State of the art technology has yielded an image with unprecedented detail of the recently located wreck of the Civil War blockade runner Agnes E. Fry. EMS Special Operations divers from the Charlotte Fire Department and sonar experts from Nautilus Marine Group (NMG) provided assistance to state archaeologists with the N.C. Department of Natural and Cultural Resources and the International Institute of Maritime Research to record the entire wreck site with a digital, sector scanning sonar.
"The use of the digital sector scanning sonar to make the acoustic images enabled us to detect objects not visible with the side scanning sonar we used to find the wreck," Deputy State Archaeologist Billy Ray Morris explained. Capt. J.D. Thomas of the Charlotte Fire Department Special Operations/EMS Command and a team of five search and rescue divers assisted the state's maritime archaeologists last week.
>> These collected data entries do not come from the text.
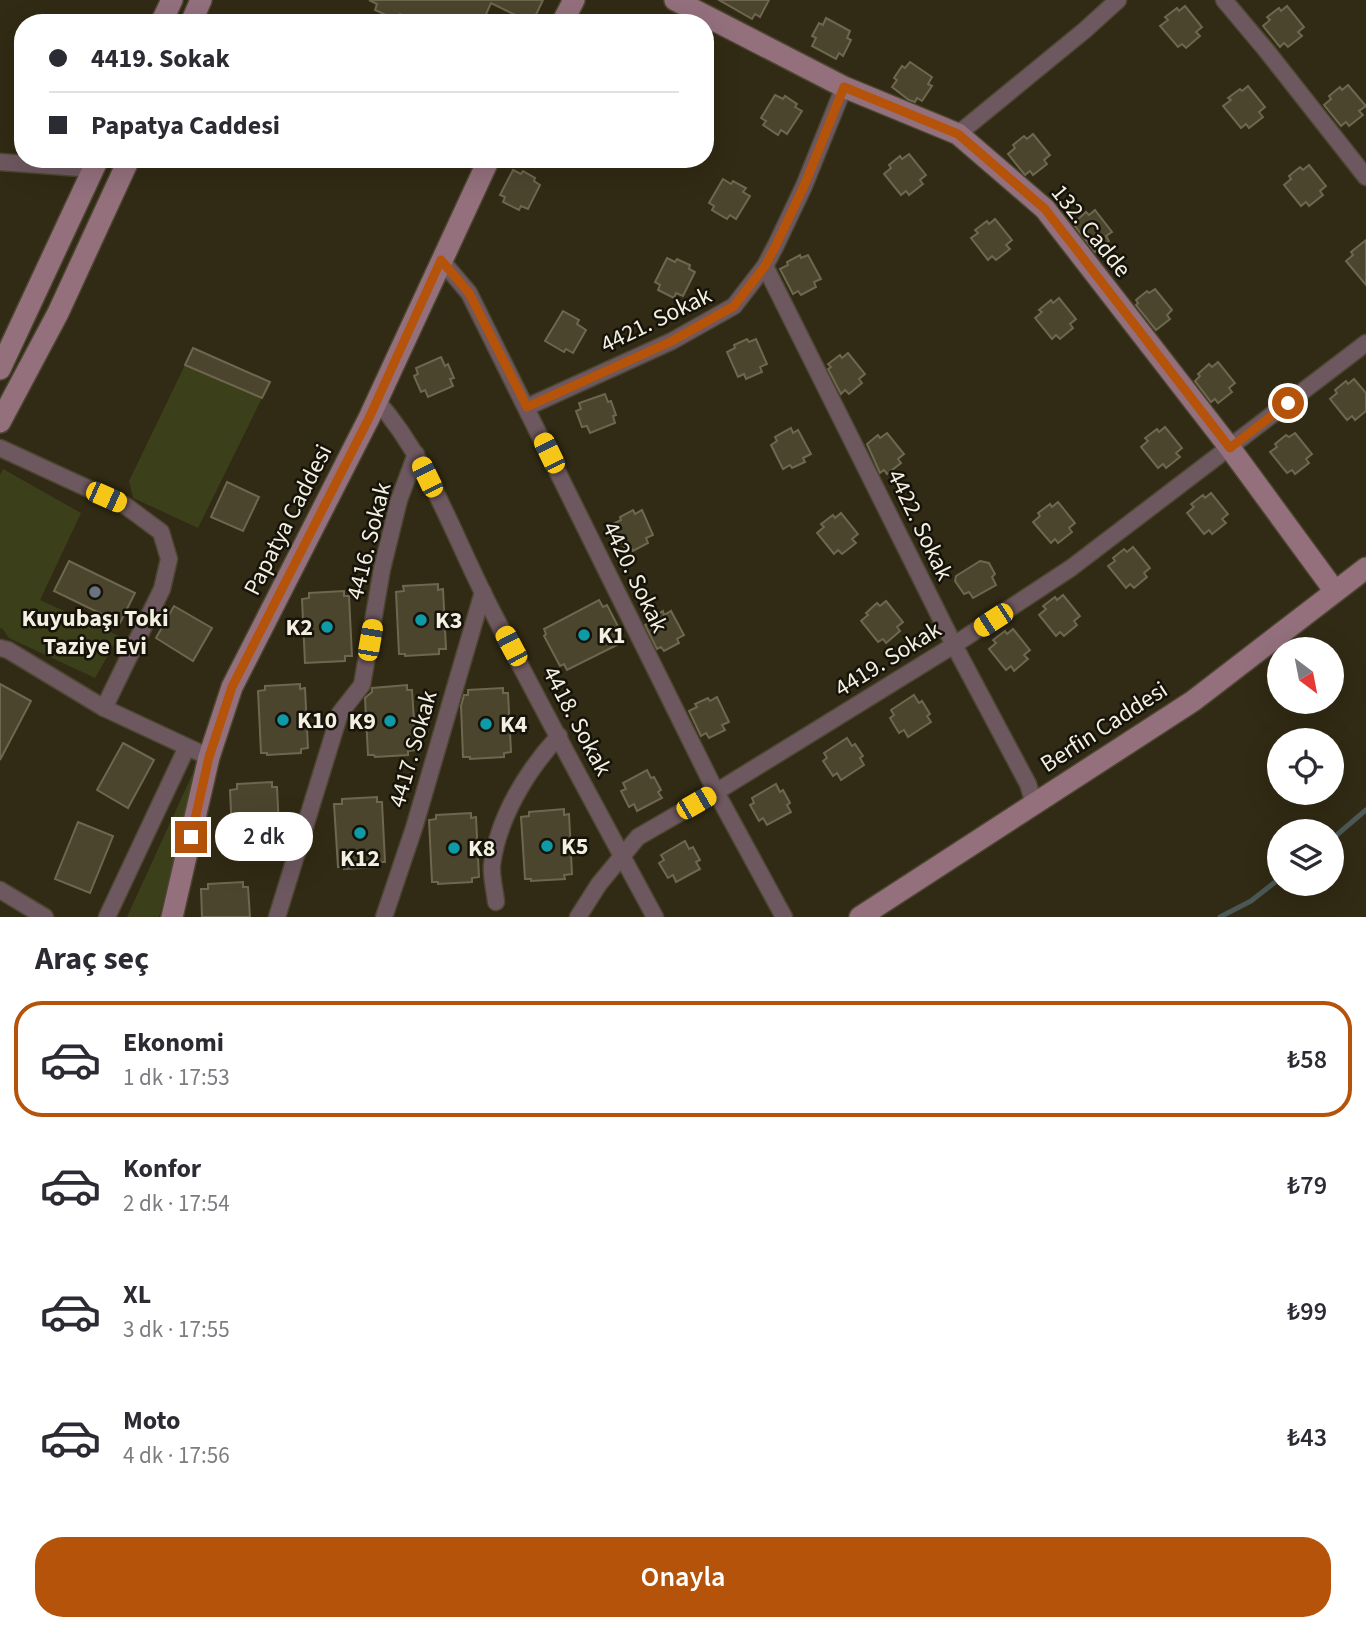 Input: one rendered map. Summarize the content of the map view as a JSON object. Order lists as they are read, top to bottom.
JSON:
{
  "streets": {
    "street": [
      "132. Cadde",
      "4421. Sokak",
      "Papatya Caddesi",
      "4422. Sokak",
      "4416. Sokak",
      "4420. Sokak",
      "4419. Sokak",
      "4418. Sokak",
      "Berfin Caddesi",
      "4417. Sokak"
    ]
  },
  "crossings": [
    ["132. Cadde", "4421. Sokak"],
    ["132. Cadde", "4419. Sokak"],
    ["132. Cadde", "Berfin Caddesi"],
    ["4421. Sokak", "4422. Sokak"],
    ["4421. Sokak", "4420. Sokak"],
    ["Papatya Caddesi", "4420. Sokak"],
    ["Papatya Caddesi", "4418. Sokak"],
    ["4422. Sokak", "4419. Sokak"],
    ["4422. Sokak", "Berfin Caddesi"],
    ["4416. Sokak", "4418. Sokak"],
    ["4420. Sokak", "4419. Sokak"],
    ["4419. Sokak", "4418. Sokak"],
    ["4418. Sokak", "4417. Sokak"]
  ],
  "places": [
    "Kuyubaşı Toki Taziye Evi",
    "K3",
    "K2",
    "K1",
    "K10",
    "K9",
    "K4",
    "K12",
    "K5",
    "K8"
  ],
  "north": "bottom right",
  "page": {
    "banner": ["4419. Sokak", "Papatya Caddesi"],
    "bubble": "2 dk",
    "heading": "Araç seç",
    "list": [
      {
        "name": "Ekonomi",
        "note": "1 dk · 17:53",
        "value": "₺58"
      },
      {
        "name": "Konfor",
        "note": "2 dk · 17:54",
        "value": "₺79"
      },
      {
        "name": "XL",
        "note": "3 dk · 17:55",
        "value": "₺99"
      },
      {
        "name": "Moto",
        "note": "4 dk · 17:56",
        "value": "₺43"
      }
    ],
    "buttons": "Onayla"
  }
} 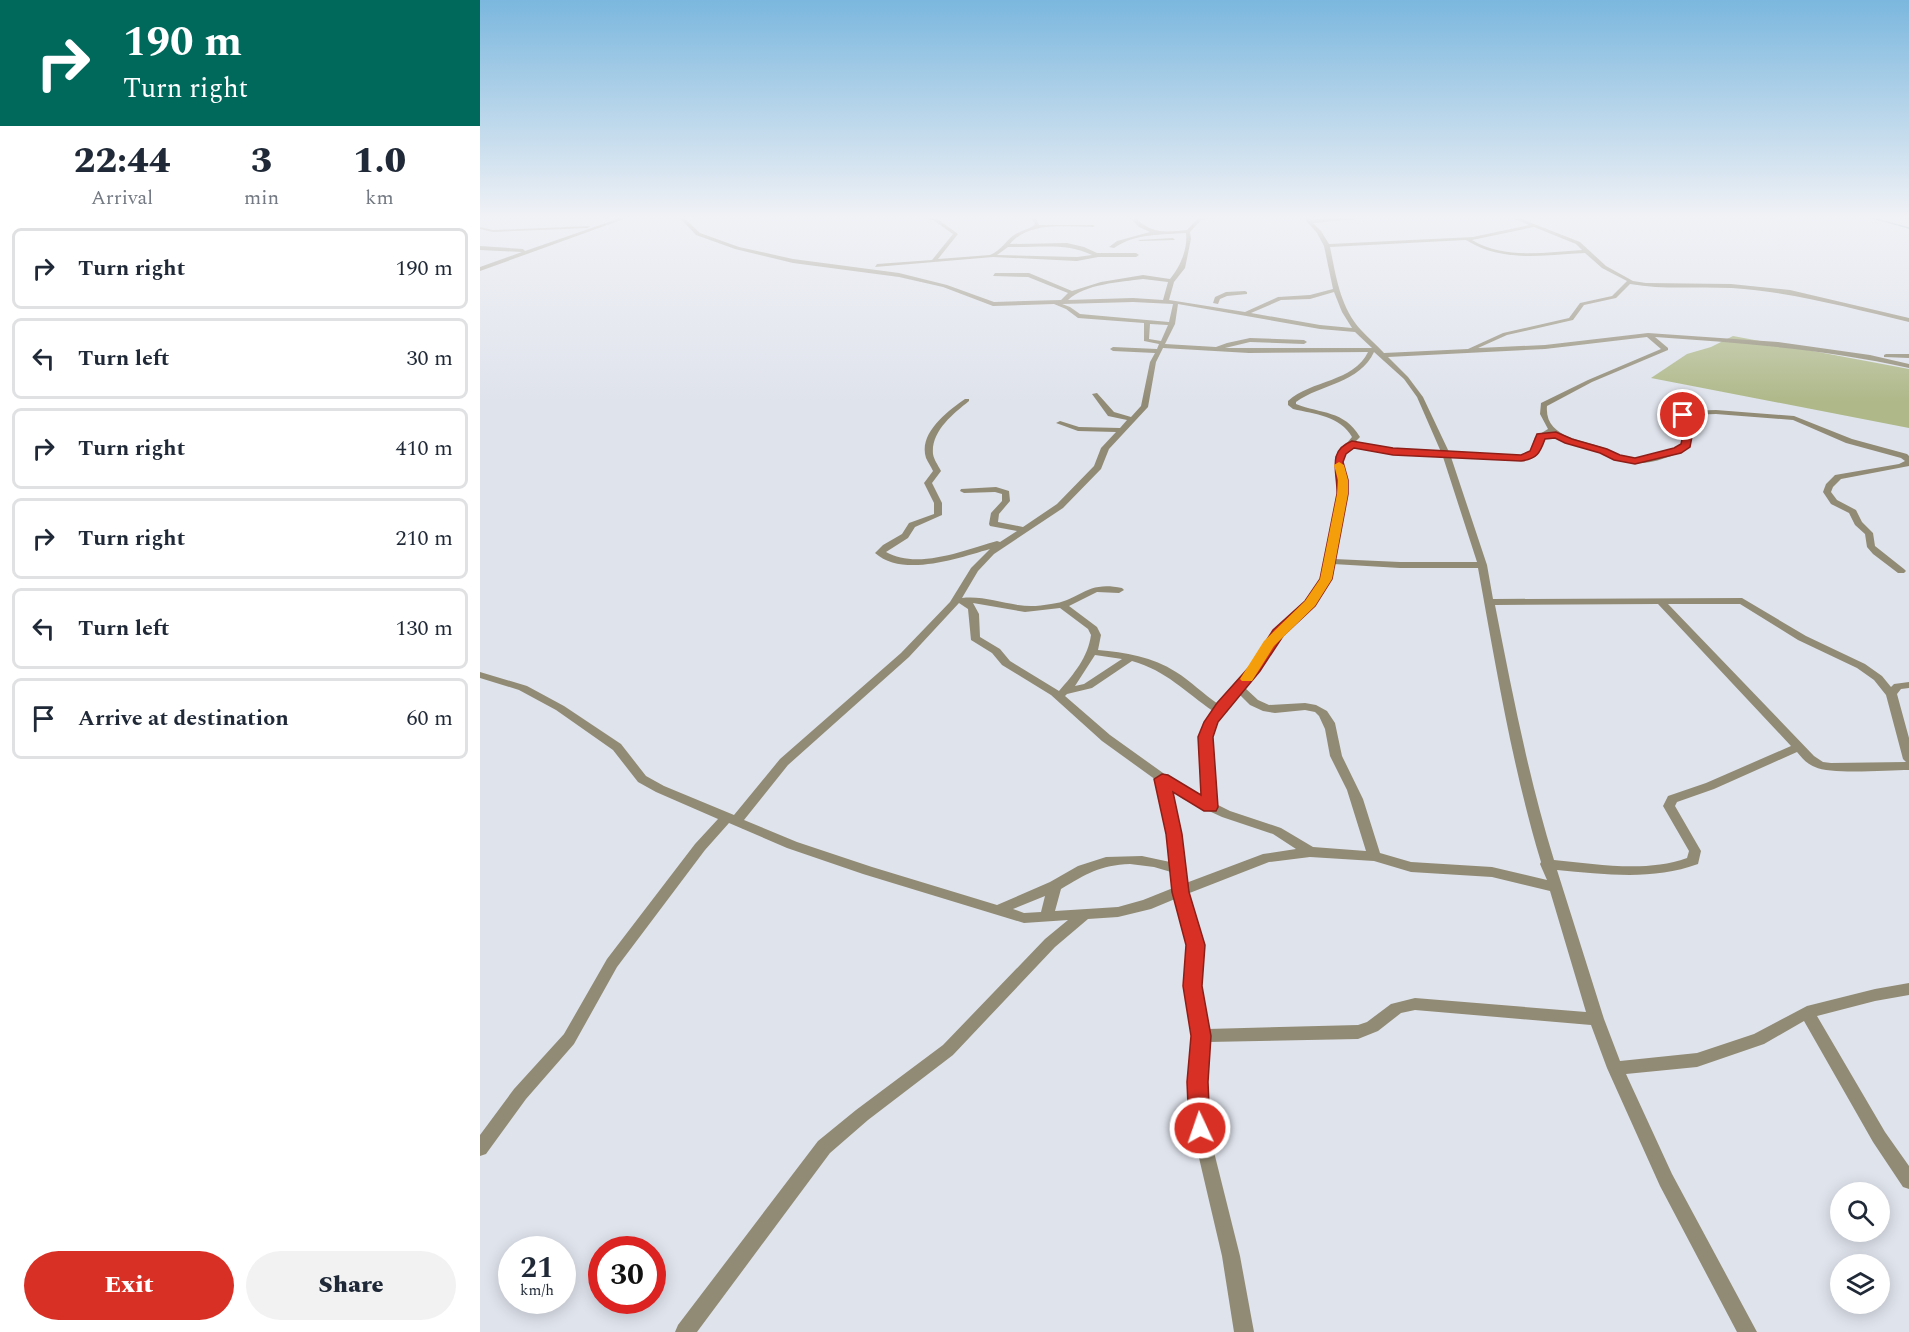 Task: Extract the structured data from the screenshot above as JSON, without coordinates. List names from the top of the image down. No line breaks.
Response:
{"page":{"turn":["190 m","Turn right"],"eta":["22:44","Arrival","3","min","1.0","km"],"list":[{"name":"Turn right","value":"190 m"},{"name":"Turn left","value":"30 m"},{"name":"Turn right","value":"410 m"},{"name":"Turn right","value":"210 m"},{"name":"Turn left","value":"130 m"},{"name":"Arrive at destination","value":"60 m"}],"speed":"21 km/h","limit":"30","buttons":["Exit","Share"]}} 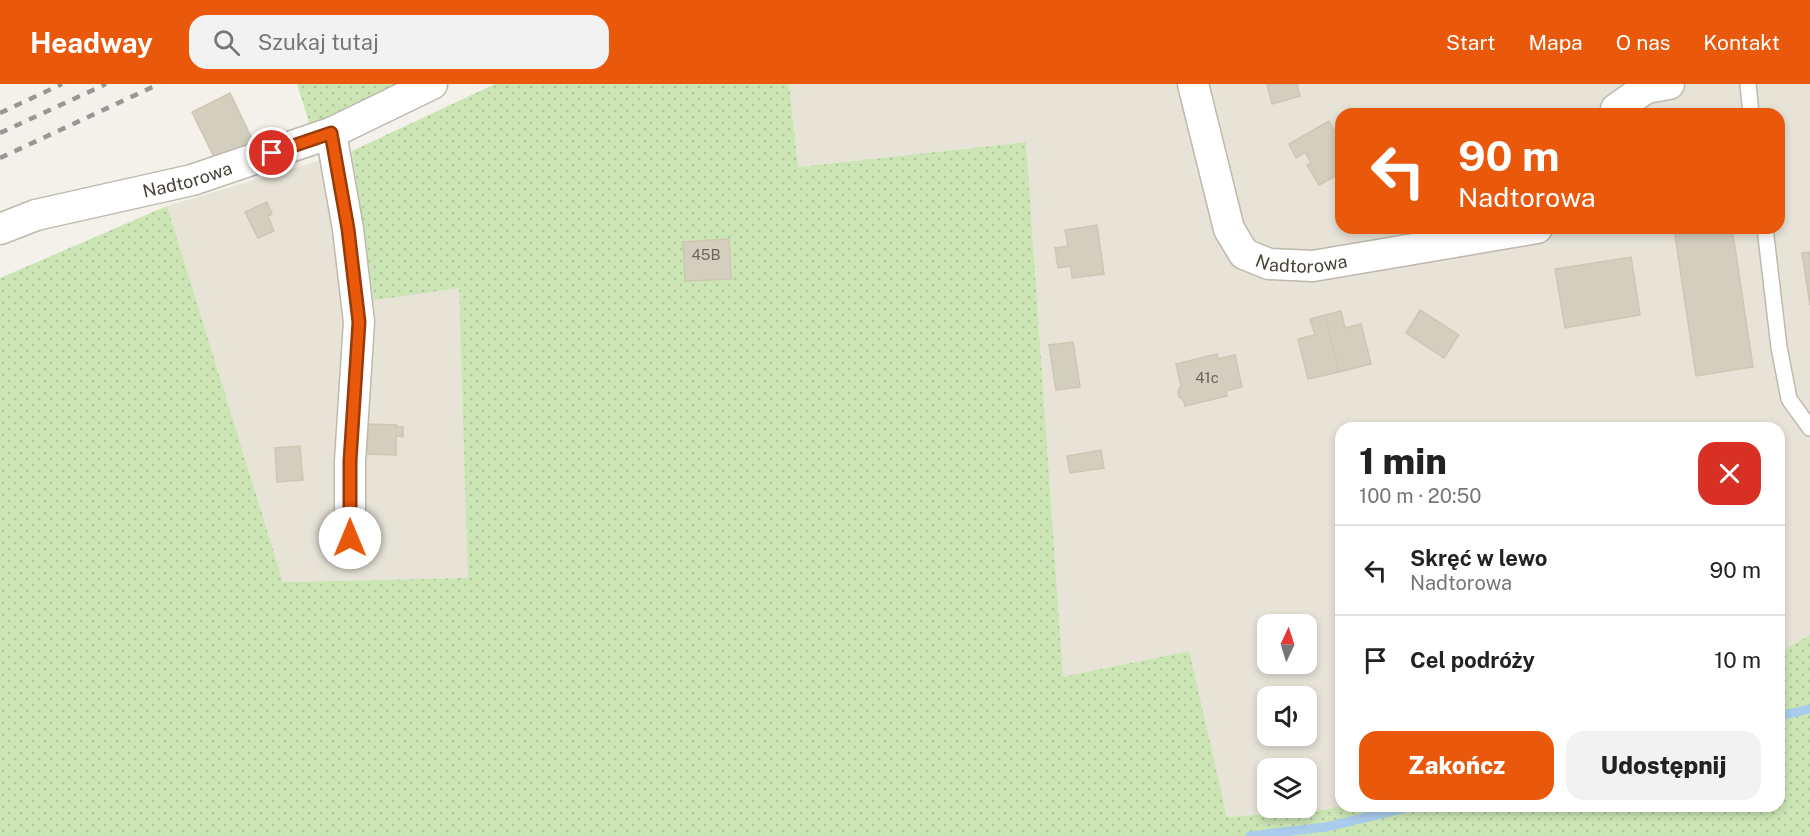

The shipwreck was discovered Saturday, Feb. 27, during a search for the ships lost during the Union campaign to blockade the port of Wilmington during the Civil War. The wreck is the remains of one of the blockade running steamers used to penetrate the wall of Union naval vessels blocking the entrances to the Cape Fear River and the port of Wilmington. The goal of the Union blockade was to keep supplies from reaching the Confederacy through one of its most important ports and to prevent the export of cotton and other marketable items by the Southerners.
A very detailed sonar mosaic in extremely high resolution has been produced after post processing by NMG. Further analysis of the new sonar imagery will allow UAB archaeologists to create a research plan for further investigations of this well preserved blockade runner.
Difficult diving conditions on-site will compel the researchers to create a series of methodological approaches to continue exploration of the Agnes E. Fry wreck. The investigation of Agnes E. Fry is part of a major project is funded by the National Park Service through the American Battlefield Protection Program Grant.
In addition to personal items possibly left behind by the crew, an eye witness account of the vessel's loss clearly states that none of the ship's cargo was salvaged by the Confederate troops defending the entrances to the Cape Fear River. A deck light, a possible homemade knife handle and a coal sample have been recovered from the shipwreck. Agnes Fry was run aground on 27 December 1864.